NEW YORK — For Pastor Jim Salladin, connecting with congregants goes beyond leading worship services in the West Village every Sunday morning; it extends from the pulpit to Zoom, where nearly 20 members of Emmanuel Anglican Church gathered virtually on a recent Tuesday evening. Salladin organized a curiously intimate conversation for teachers and parents to discuss how they should talk to children about God and the teachings from the Bible when they are old enough to ask: “What does this mean?”

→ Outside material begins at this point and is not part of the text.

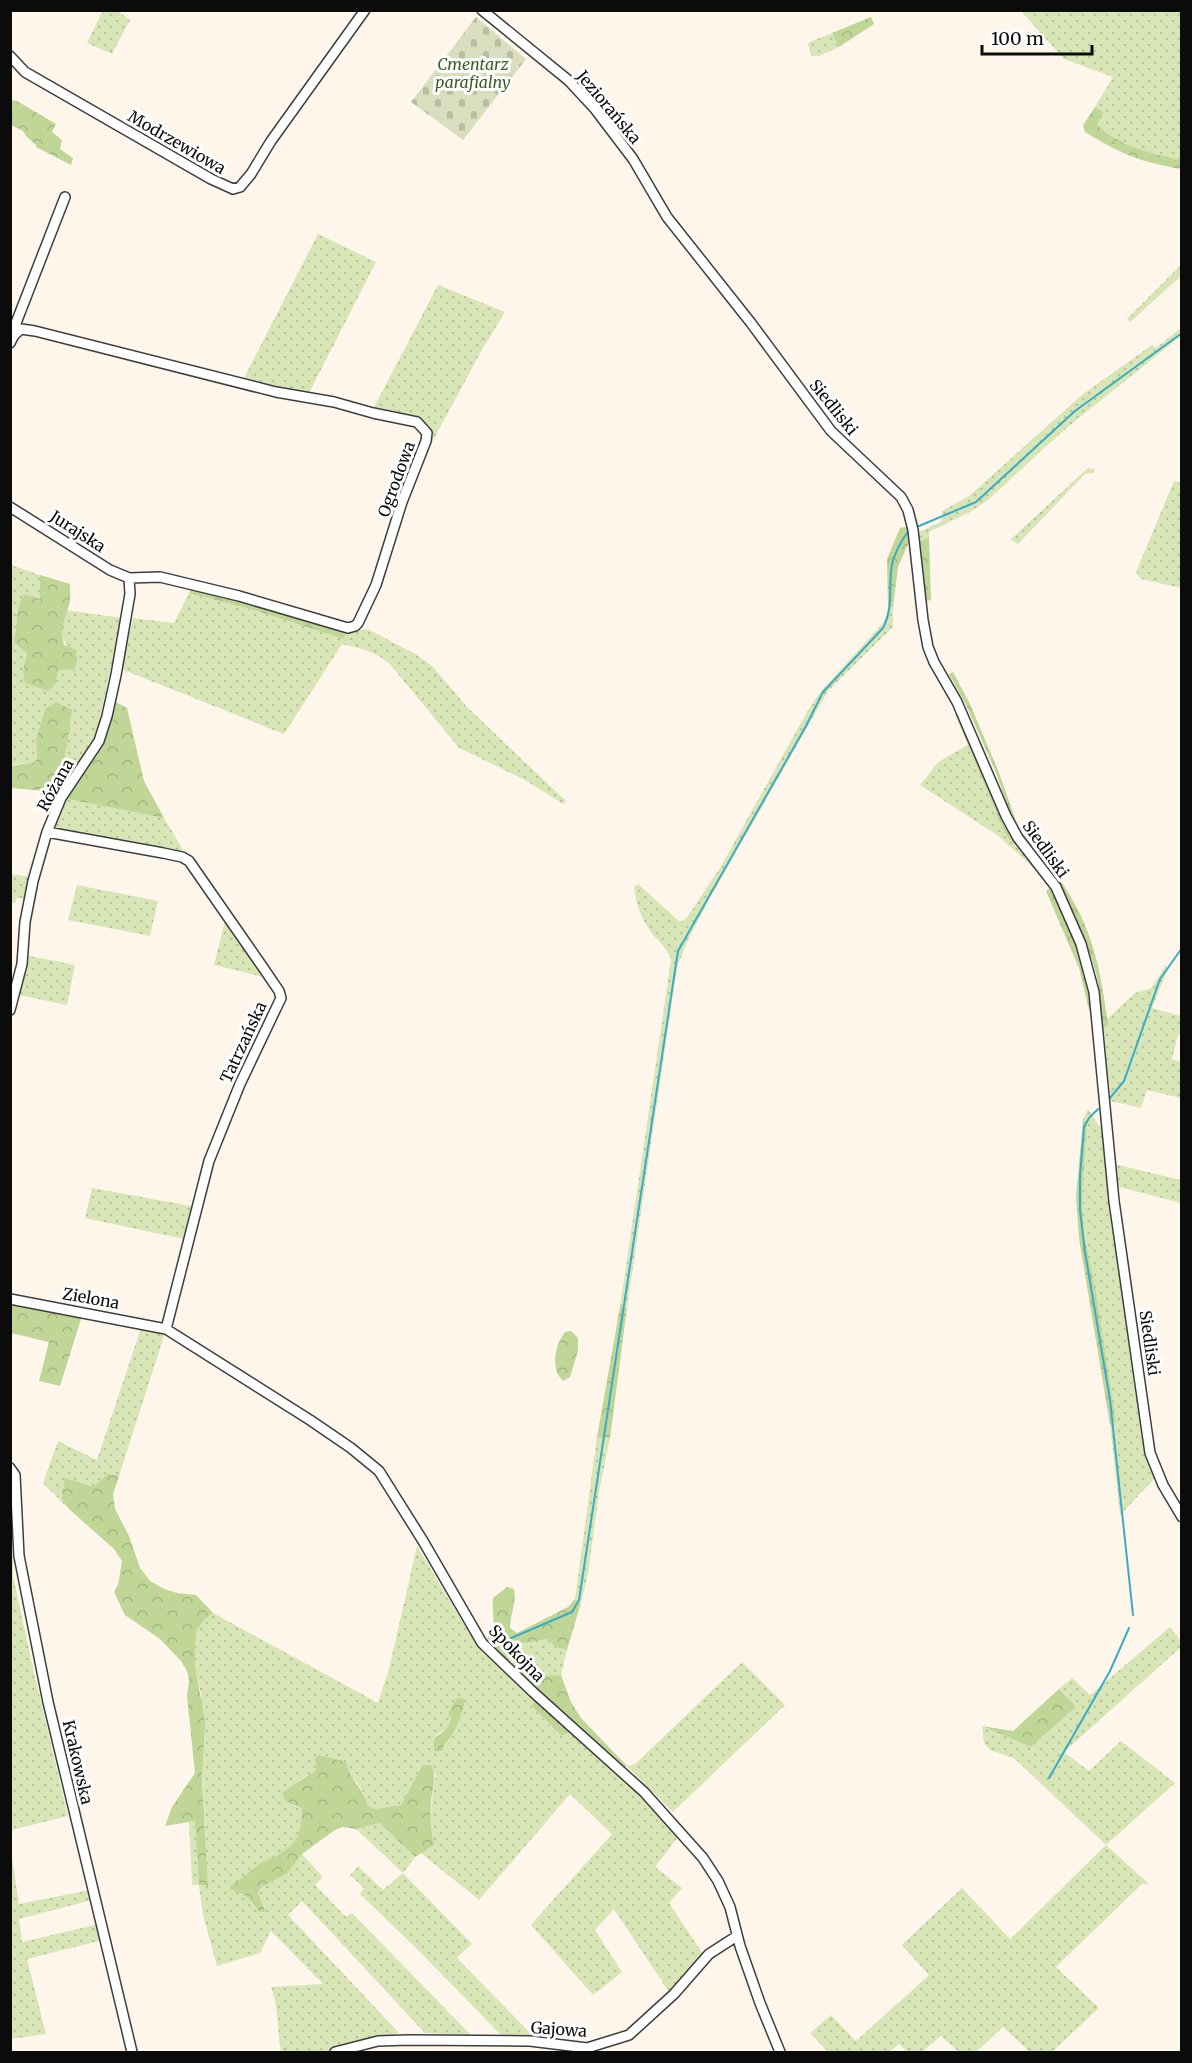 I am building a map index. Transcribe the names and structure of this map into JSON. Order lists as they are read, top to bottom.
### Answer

Salladin said this is the big question that hangs over the experience of every person who has grown up in the church. “As believers in Jesus Christ, as Christians, we point back to the story of who Jesus is and what Jesus has done for us, and then what it means to repent and believe,” he said. “But you notice it doesn’t say our ancestors were slaves in Egypt. It says we were. That there’s a way in which we tell the Gospel story, not as something that happened long ago to someone else, but we tell it as our own story.” 

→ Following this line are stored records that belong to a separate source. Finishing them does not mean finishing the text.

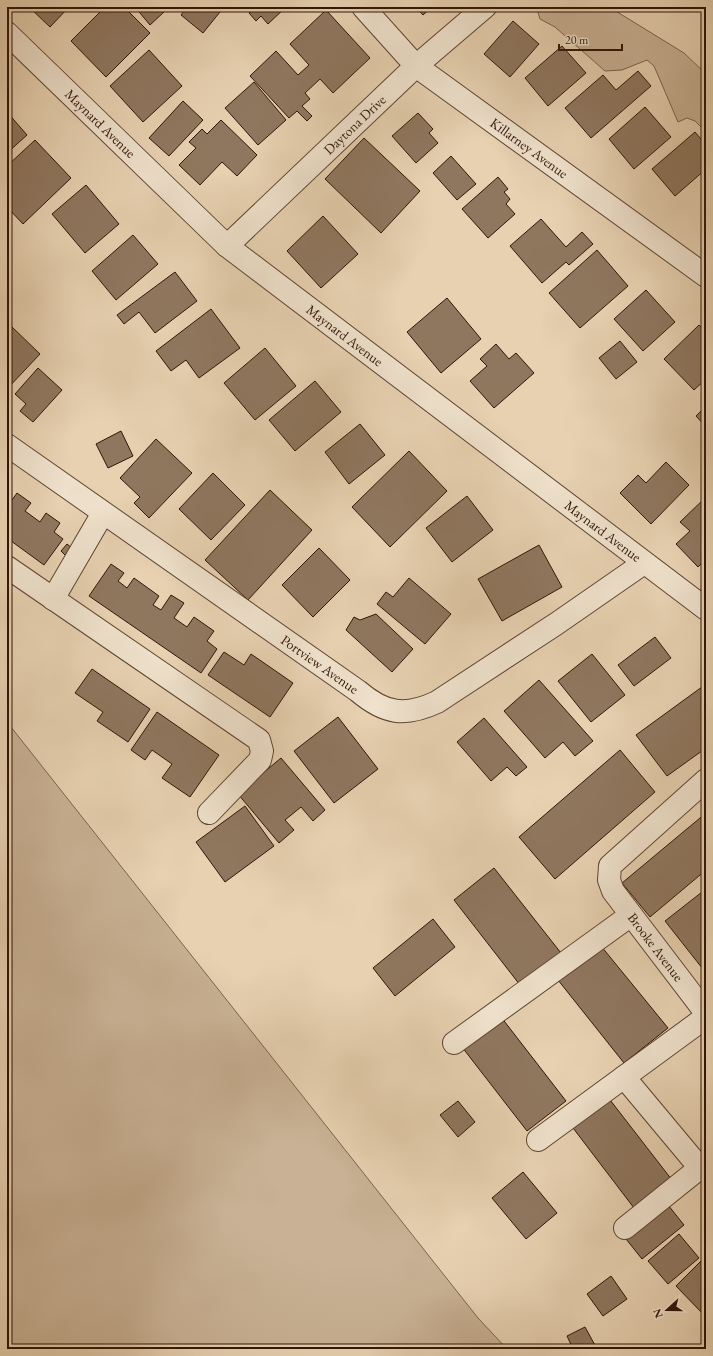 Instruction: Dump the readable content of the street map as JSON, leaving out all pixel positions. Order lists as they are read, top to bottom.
{
  "streets": {
    "street": [
      "Maynard Avenue",
      "Daytona Drive",
      "Killarney Avenue",
      "Portview Avenue",
      "Brooke Avenue"
    ]
  },
  "crossings": [
    ["Maynard Avenue", "Daytona Drive"],
    ["Maynard Avenue", "Portview Avenue"],
    ["Daytona Drive", "Killarney Avenue"]
  ],
  "scale_bar": "20 m",
  "north": "left"
} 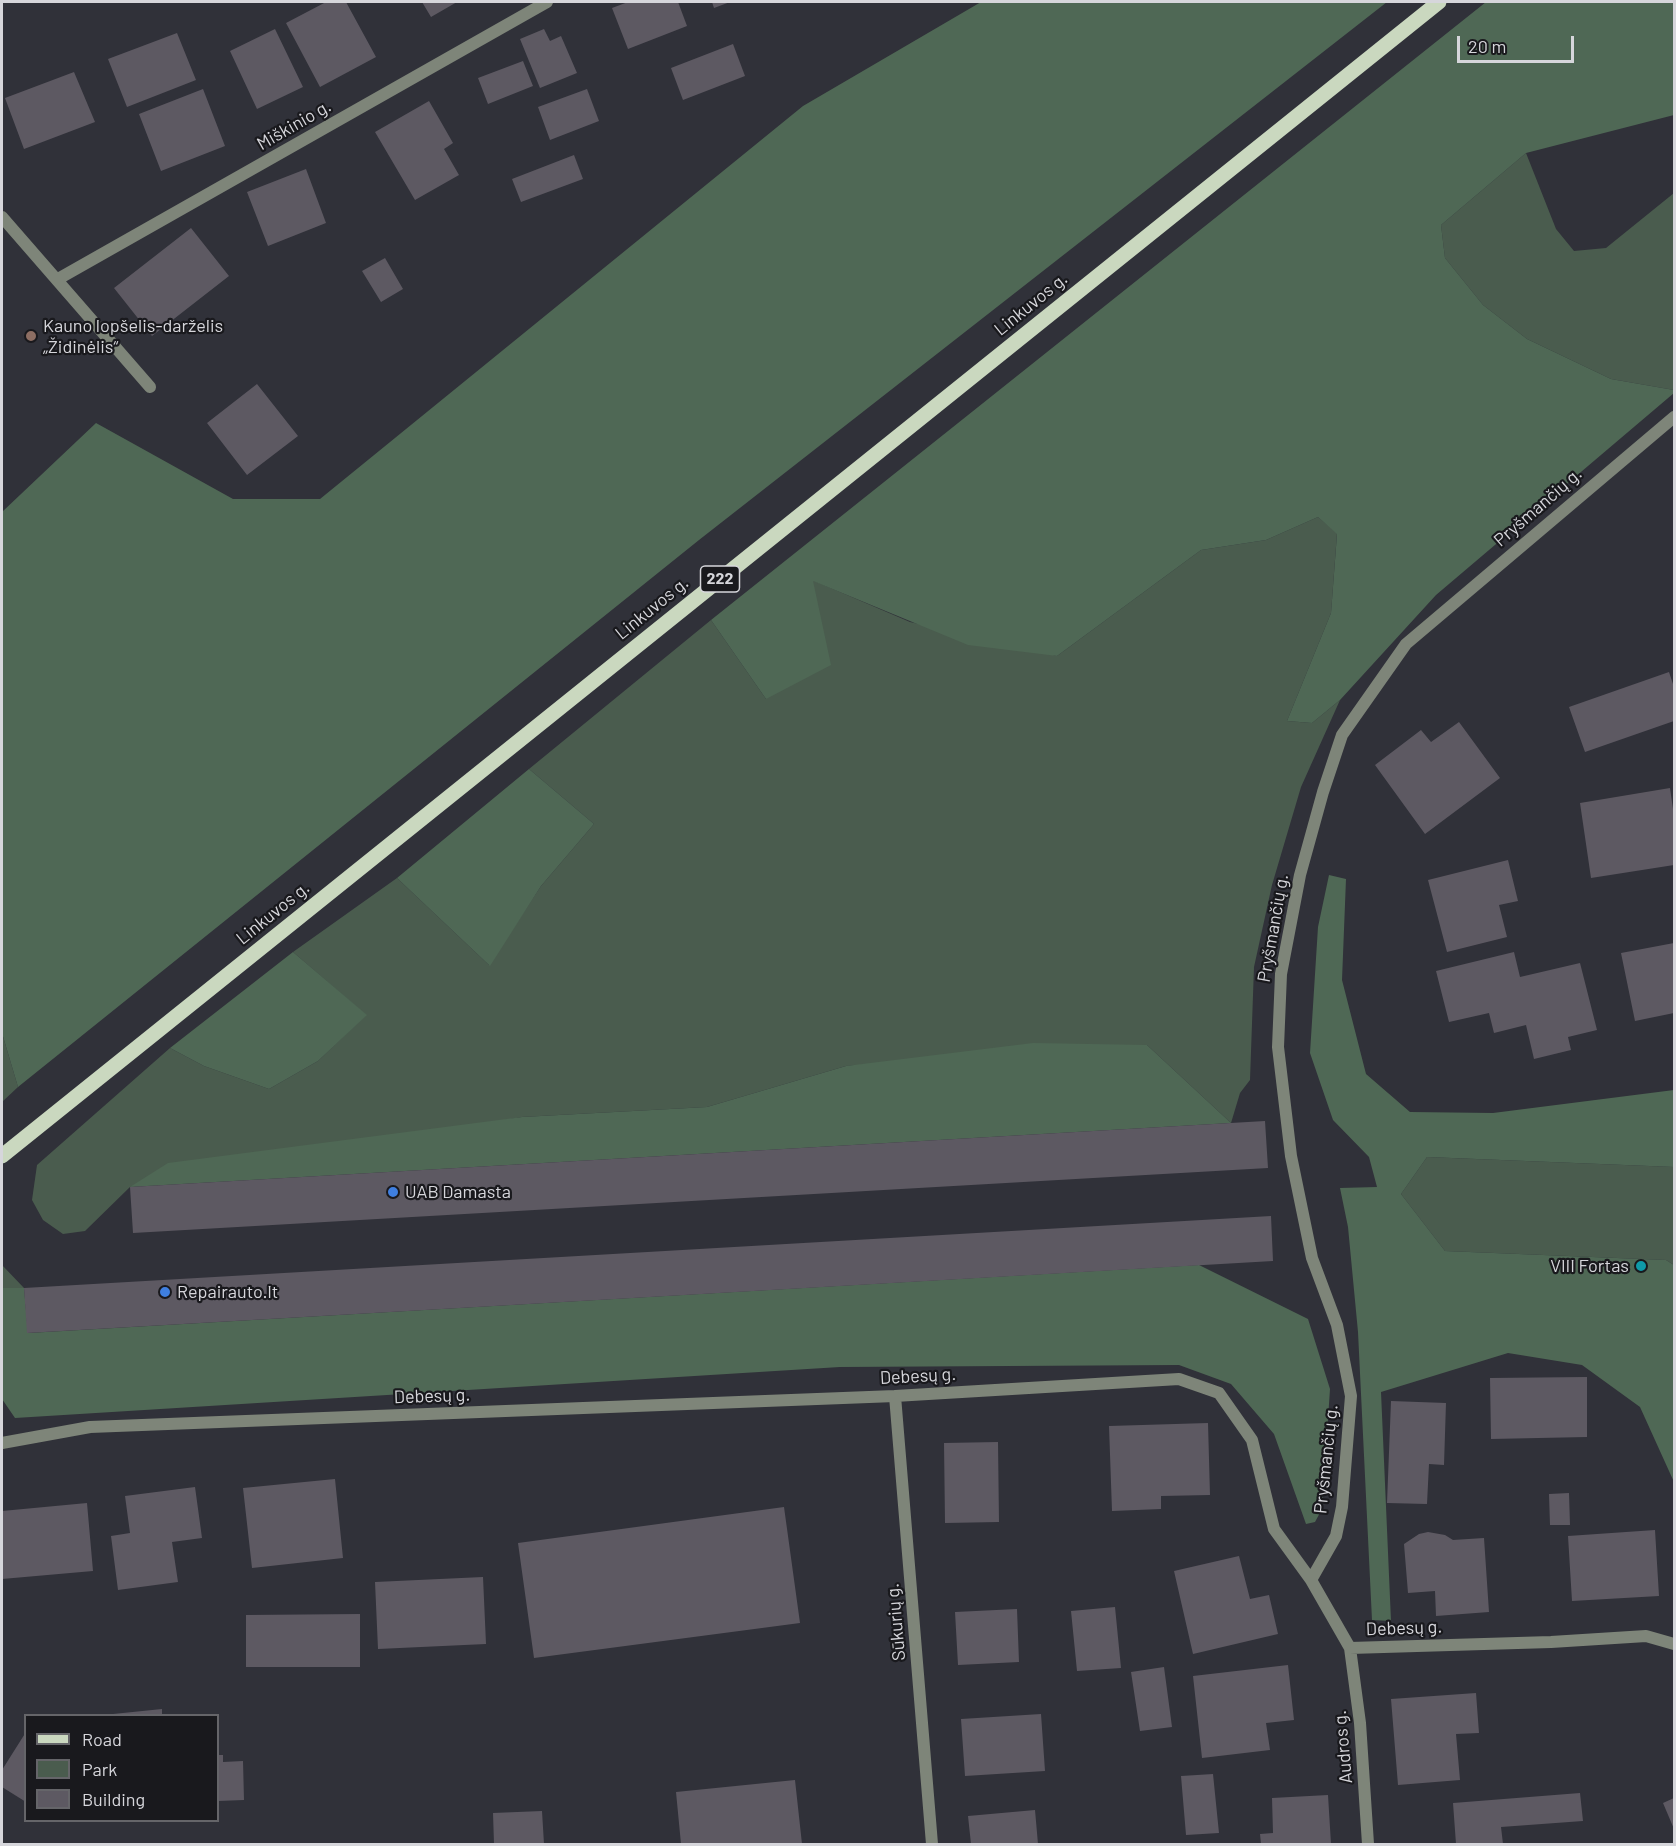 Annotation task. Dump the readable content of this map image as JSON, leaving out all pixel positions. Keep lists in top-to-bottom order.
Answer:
{
  "streets": {
    "main road": ["Linkuvos g.", "222"],
    "street": [
      "Miškinio g.",
      "Pryšmančių g.",
      "Debesų g.",
      "Sūkurių g.",
      "Audros g."
    ]
  },
  "crossings": [
    ["Pryšmančių g.", "Debesų g."],
    ["Debesų g.", "Sūkurių g."],
    ["Debesų g.", "Audros g."]
  ],
  "places": [
    "Kauno lopšelis-darželis „Židinėlis“",
    "UAB Damasta",
    "VIII Fortas",
    "Repairauto.lt"
  ],
  "legend": ["Road", "Park", "Building"],
  "scale_bar": "20 m"
}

The few members who have chosen to keep their camera on in the Zoom meeting lean into their computer screen to listen closely to Salladin’s words. They sit at a desk with a pen in hand or on a couch with their spouse, arms wrapped around one another. Emmanuel Anglican Church, a congregation part of the Anglican Church in North America, is a theologically conservative church with a special outreach to parents of young children. One woman, who occasionally holds her newborn within the frame of the camera, shares with the group that even though her baby is only 2 months old, she’s already grappling with how to explain the concept of sin to her child one day. 

Salladin encourages parents to not hide the reality of their children’s sins, and their own, from them because Jesus has done everything necessary for their redemption. “Don’t ever hide your own repentance,” he said. “Repent in front of them. They’re going to see the wonderful bits of who you are. Let them also see you weeping at your own sin.”

When answering children’s questions about the scriptures, Salladin said, adults should help children understand this is the story that gives them an identity; an identity rooted in something that happened before they were born and is even bigger than the universe. “It’s the story of a God who loves you and created you, and even in the midst of all the evil of this world, sought to redeem you, and has secured for you a hope that will never die,” he said.

The last 15 minutes of the hourlong conversation conclude with prayers. Salladin invites congregants to pray out loud, and one by one worshippers unmute themselves on Zoom to share their own prayers in this unconventional setting. They gently bow their heads; their hands frame their face; and their fingers press lightly against their forehead or eyes, which are closed to receive each blessing. Whether in person at church or together over Zoom, this position is universal.

Dear Lord, 

Thank you so much that every opportunity that we have as parents when we fail, is also an opportunity to exalt you as the better Father. I pray that you would just meet us in those moments of anxiety that we have of, ‘Are we doing it right? Are we seeing the right thing?’ When we ourselves have doubts and questions that you would just fill in the gaps with the power of the Holy Spirit. 

“The path of Christian parenting is that we, you and me, must be animated by the Gospel of who God is in Jesus. What God has done for us in Jesus, so that he becomes the love of our life,” said Salladin. “And then the teaching of the children grows out of that.”